There are actually several varieties of lithium based batteries, both disposable and rechargeable.  The disposable batteries are popular where long-life is desired, some are used in pacemakers.  I like and recommend long-life lithium batteries for backup lights.  Rechargeable lithium batteries offer a more compact size and may be the future but they have a risk of overheating, catching on fire, and exploding (when trapped in a sealed dive light).  Remember all those laptop battery recalls…   On the other hand, just about every modern rechargeable device (notebooks, cell phone, etc) now uses a lithium based battery.

Myths and Mistakes

Judging a light on the surface, above water, is not the same as judging the light in the water.  Okay, I’ll admit I’ve done it and it can be fun but it is no way to decide on a dive light.  Remeber that part above about water absorbing light waves unevenly?

“Light Comparison Photos”.  This is just a variation of surface comparisons with the added errors from camera settings and computer settings.  So, even if you take the photograph underwater you now have the camera skewing the colors and intensity.  If you get the camera setting perfect you have the color settings on the computer to overcome and there are very few monitors that accurately present all colors.  If the you are comparing lights in different photographs, your just wasting time.

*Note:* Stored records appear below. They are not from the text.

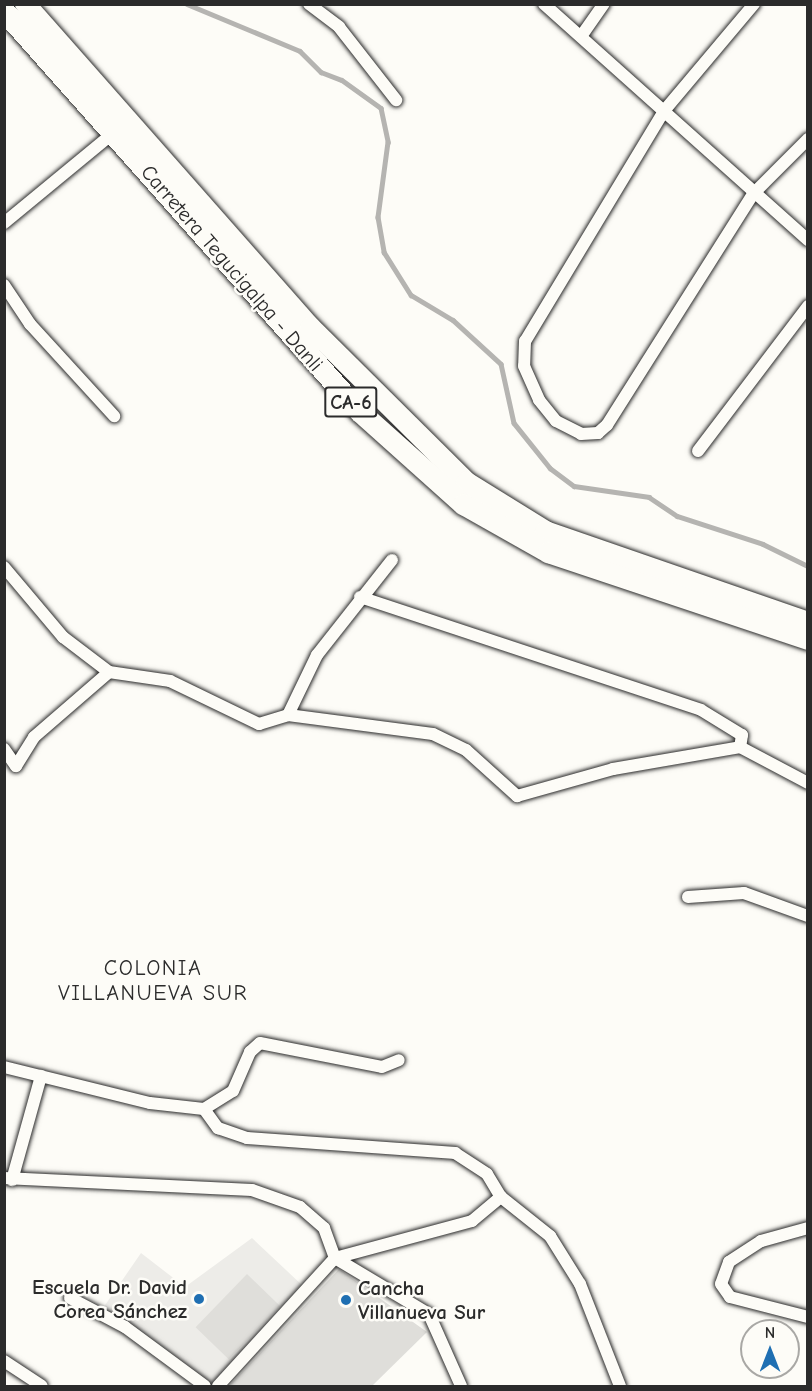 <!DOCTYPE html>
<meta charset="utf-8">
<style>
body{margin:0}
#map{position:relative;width:812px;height:1391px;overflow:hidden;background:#fdfcf7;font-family:"Comic Neue",sans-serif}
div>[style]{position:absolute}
.built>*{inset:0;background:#edece8}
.green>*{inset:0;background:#dfdeda;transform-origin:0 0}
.stream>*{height:4.5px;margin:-2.25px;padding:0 2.25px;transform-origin:2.25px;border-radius:2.25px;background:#b5b4b1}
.roads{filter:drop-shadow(0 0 2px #2b2b2b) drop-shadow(0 0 2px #2b2b2b)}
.street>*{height:12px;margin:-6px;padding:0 6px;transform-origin:6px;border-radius:6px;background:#fdfcf7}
.highway>*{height:21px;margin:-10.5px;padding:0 10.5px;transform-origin:10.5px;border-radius:10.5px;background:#fdfcf7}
.dots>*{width:16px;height:16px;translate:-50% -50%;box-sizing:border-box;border:3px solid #fdfcf7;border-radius:50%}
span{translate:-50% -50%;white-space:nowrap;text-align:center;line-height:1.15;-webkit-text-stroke:5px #fdfcf7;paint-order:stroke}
.shield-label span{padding:2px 4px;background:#fdfcf7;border:2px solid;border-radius:4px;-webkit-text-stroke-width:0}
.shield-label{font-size:20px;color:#2b2b2b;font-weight:700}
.street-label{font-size:21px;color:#2b2b2b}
.poi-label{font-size:21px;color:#2b2b2b;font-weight:700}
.right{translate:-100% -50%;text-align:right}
.left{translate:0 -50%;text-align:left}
.neighbourhood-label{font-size:22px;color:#2b2b2b;letter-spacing:1.5px}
.frame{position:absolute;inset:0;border:6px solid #2b2b2b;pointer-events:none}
.north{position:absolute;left:740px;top:1319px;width:60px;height:60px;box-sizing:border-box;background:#fdfcf7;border:2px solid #a9a8a5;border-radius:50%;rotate:0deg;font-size:16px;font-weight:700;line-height:24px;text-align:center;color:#2b2b2b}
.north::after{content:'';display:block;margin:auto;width:21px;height:27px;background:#1f6fb2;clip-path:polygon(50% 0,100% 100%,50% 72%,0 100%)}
</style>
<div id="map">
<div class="built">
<i style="clip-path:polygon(252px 1238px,303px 1286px,214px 1384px,101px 1311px,141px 1253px,185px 1287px)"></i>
</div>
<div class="green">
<i style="clip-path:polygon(339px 1269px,427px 1332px,372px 1386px,229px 1386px)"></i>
<i style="left:247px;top:1274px;width:46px;height:74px;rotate:44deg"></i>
</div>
<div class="stream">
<i style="left:187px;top:4px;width:122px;rotate:22.6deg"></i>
<i style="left:300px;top:51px;width:30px;rotate:45deg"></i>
<i style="left:321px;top:72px;width:22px;rotate:21deg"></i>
<i style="left:342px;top:80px;width:48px;rotate:35.7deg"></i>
<i style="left:381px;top:108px;width:35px;rotate:78deg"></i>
<i style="left:388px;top:142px;width:76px;rotate:97.6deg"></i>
<i style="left:378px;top:217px;width:36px;rotate:80deg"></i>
<i style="left:384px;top:252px;width:51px;rotate:57.9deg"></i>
<i style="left:411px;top:295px;width:49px;rotate:30.8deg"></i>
<i style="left:453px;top:320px;width:65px;rotate:42.5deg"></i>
<i style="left:501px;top:364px;width:60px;rotate:77.6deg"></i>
<i style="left:514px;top:423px;width:58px;rotate:51.3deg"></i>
<i style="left:550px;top:468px;width:30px;rotate:37deg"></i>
<i style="left:574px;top:486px;width:76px;rotate:8.3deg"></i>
<i style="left:649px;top:497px;width:34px;rotate:34deg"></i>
<i style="left:677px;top:516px;width:90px;rotate:18deg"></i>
<i style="left:763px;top:544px;width:50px;rotate:26.1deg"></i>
</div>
<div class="roads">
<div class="street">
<i style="left:309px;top:4px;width:38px;rotate:37deg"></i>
<i style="left:339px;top:27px;width:93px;rotate:52deg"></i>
<i style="left:544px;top:4px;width:354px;rotate:41.8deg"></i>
<i style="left:754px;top:4px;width:140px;rotate:130.1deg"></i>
<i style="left:664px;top:111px;width:269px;rotate:121.1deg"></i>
<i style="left:525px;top:341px;width:25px;rotate:92deg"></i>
<i style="left:524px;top:366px;width:37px;rotate:66deg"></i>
<i style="left:539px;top:400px;width:27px;rotate:51deg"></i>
<i style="left:556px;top:421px;width:28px;rotate:27deg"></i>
<i style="left:581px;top:434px;width:17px;rotate:-3deg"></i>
<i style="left:598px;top:433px;width:12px;rotate:-42deg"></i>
<i style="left:607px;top:425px;width:273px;rotate:-57.7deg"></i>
<i style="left:753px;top:194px;width:78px;rotate:-45deg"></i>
<i style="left:582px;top:35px;width:38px;rotate:-55deg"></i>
<i style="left:4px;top:223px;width:146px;rotate:-39.5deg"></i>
<i style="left:4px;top:285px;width:47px;rotate:56.3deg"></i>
<i style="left:30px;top:324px;width:125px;rotate:47.6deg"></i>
<i style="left:698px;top:451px;width:182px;rotate:-52.8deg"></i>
<i style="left:4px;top:567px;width:92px;rotate:49.9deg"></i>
<i style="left:63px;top:637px;width:58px;rotate:37.3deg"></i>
<i style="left:109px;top:672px;width:62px;rotate:8.4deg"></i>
<i style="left:170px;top:681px;width:99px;rotate:25.8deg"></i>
<i style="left:259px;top:724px;width:30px;rotate:-17deg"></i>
<i style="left:288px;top:715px;width:67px;rotate:-64.2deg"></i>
<i style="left:317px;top:655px;width:121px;rotate:-51.7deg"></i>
<i style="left:360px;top:597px;width:359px;rotate:18.3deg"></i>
<i style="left:701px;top:710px;width:48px;rotate:31.4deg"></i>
<i style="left:742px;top:735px;width:12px;rotate:99deg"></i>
<i style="left:740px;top:747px;width:77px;rotate:27.9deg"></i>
<i style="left:288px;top:715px;width:146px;rotate:7.5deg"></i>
<i style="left:433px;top:734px;width:37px;rotate:26deg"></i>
<i style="left:466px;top:750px;width:69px;rotate:42deg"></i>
<i style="left:517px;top:796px;width:100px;rotate:-15.7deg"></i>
<i style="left:613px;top:769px;width:129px;rotate:-9.8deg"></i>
<i style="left:4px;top:749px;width:21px;rotate:55deg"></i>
<i style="left:16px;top:766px;width:34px;rotate:-58deg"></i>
<i style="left:34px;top:737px;width:99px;rotate:-40.9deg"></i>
<i style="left:688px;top:897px;width:56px;rotate:-4.1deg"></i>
<i style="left:744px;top:893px;width:68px;rotate:19.8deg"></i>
<i style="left:4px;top:1067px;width:150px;rotate:13.9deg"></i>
<i style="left:150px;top:1103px;width:54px;rotate:6.3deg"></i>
<i style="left:204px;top:1109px;width:34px;rotate:-32deg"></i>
<i style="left:233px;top:1091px;width:43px;rotate:-66.4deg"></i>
<i style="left:250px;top:1052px;width:13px;rotate:-42deg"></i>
<i style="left:260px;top:1043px;width:124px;rotate:11.1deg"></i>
<i style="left:382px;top:1067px;width:18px;rotate:-22deg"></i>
<i style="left:204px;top:1109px;width:24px;rotate:54deg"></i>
<i style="left:218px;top:1128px;width:31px;rotate:19deg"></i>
<i style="left:247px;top:1138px;width:209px;rotate:4.1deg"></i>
<i style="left:455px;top:1153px;width:38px;rotate:33deg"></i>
<i style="left:487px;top:1174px;width:27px;rotate:59deg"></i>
<i style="left:501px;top:1197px;width:63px;rotate:38.5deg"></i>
<i style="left:550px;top:1236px;width:57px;rotate:58deg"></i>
<i style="left:580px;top:1284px;width:110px;rotate:68.6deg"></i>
<i style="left:4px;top:1178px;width:248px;rotate:2.8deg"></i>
<i style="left:252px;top:1190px;width:51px;rotate:19.5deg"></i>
<i style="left:300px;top:1207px;width:32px;rotate:41deg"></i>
<i style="left:324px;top:1228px;width:32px;rotate:70deg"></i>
<i style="left:335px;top:1258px;width:109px;rotate:30.8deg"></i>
<i style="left:429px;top:1314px;width:79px;rotate:66deg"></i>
<i style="left:12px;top:1180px;width:108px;rotate:-74.4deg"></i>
<i style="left:808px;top:1228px;width:49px;rotate:164.5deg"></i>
<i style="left:761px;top:1241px;width:38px;rotate:147deg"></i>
<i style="left:729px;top:1262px;width:23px;rotate:110deg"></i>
<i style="left:721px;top:1284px;width:16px;rotate:55deg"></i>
<i style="left:730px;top:1297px;width:81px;rotate:14.4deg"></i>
<i style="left:70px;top:1298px;width:62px;rotate:27.8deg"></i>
<i style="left:125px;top:1327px;width:99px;rotate:36.4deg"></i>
<i style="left:4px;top:1361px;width:45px;rotate:33.3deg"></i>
<i style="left:218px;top:1386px;width:173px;rotate:-47.6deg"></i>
<i style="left:335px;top:1258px;width:142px;rotate:-15.1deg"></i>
<i style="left:472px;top:1221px;width:38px;rotate:-40deg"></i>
</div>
<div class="highway">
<i style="left:25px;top:4px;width:431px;rotate:48.6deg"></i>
<i style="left:310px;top:327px;width:220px;rotate:44.8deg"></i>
<i style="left:466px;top:482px;width:93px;rotate:31.8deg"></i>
<i style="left:545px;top:531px;width:278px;rotate:19.1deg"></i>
<i style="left:4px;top:11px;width:535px;rotate:48.41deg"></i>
<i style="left:359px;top:411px;width:140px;rotate:41.8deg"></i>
<i style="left:463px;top:504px;width:98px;rotate:29.5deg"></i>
<i style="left:548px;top:552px;width:274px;rotate:18.5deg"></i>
</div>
</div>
<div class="dots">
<i style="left:199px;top:1299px;background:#1f6fb2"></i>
<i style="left:346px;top:1300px;background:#1f6fb2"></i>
</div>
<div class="shield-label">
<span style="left:351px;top:402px">CA-6</span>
</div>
<div class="street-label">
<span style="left:232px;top:268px;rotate:49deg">Carretera Tegucigalpa - Danli</span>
</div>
<div class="poi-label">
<span class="right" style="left:187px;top:1299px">Escuela Dr. David<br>Corea Sánchez</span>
<span class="left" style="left:358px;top:1300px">Cancha<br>Villanueva Sur</span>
</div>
<div class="neighbourhood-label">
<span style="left:153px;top:981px">COLONIA<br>VILLANUEVA SUR</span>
</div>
<div class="frame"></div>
<div class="north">N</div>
</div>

X source of light penetrates better than Y.  Sorry, the laws of physics do not support this type of statement.  If both sources emit the same SPD, the same temperature, lumens, lux, etc it does not matter what the source is (HID, LED, or burning cat).  It is more likely that there is some other significant difference.

Another issue/trick is whether the published specs are for the complete light system or just the lamp manufacturer’s specifications.   Not all systems are created equal.  If the system builder takes a few shortcuts the lamp’s performance can be significantly reduced.

Hope this helps you decide which light is the best for you!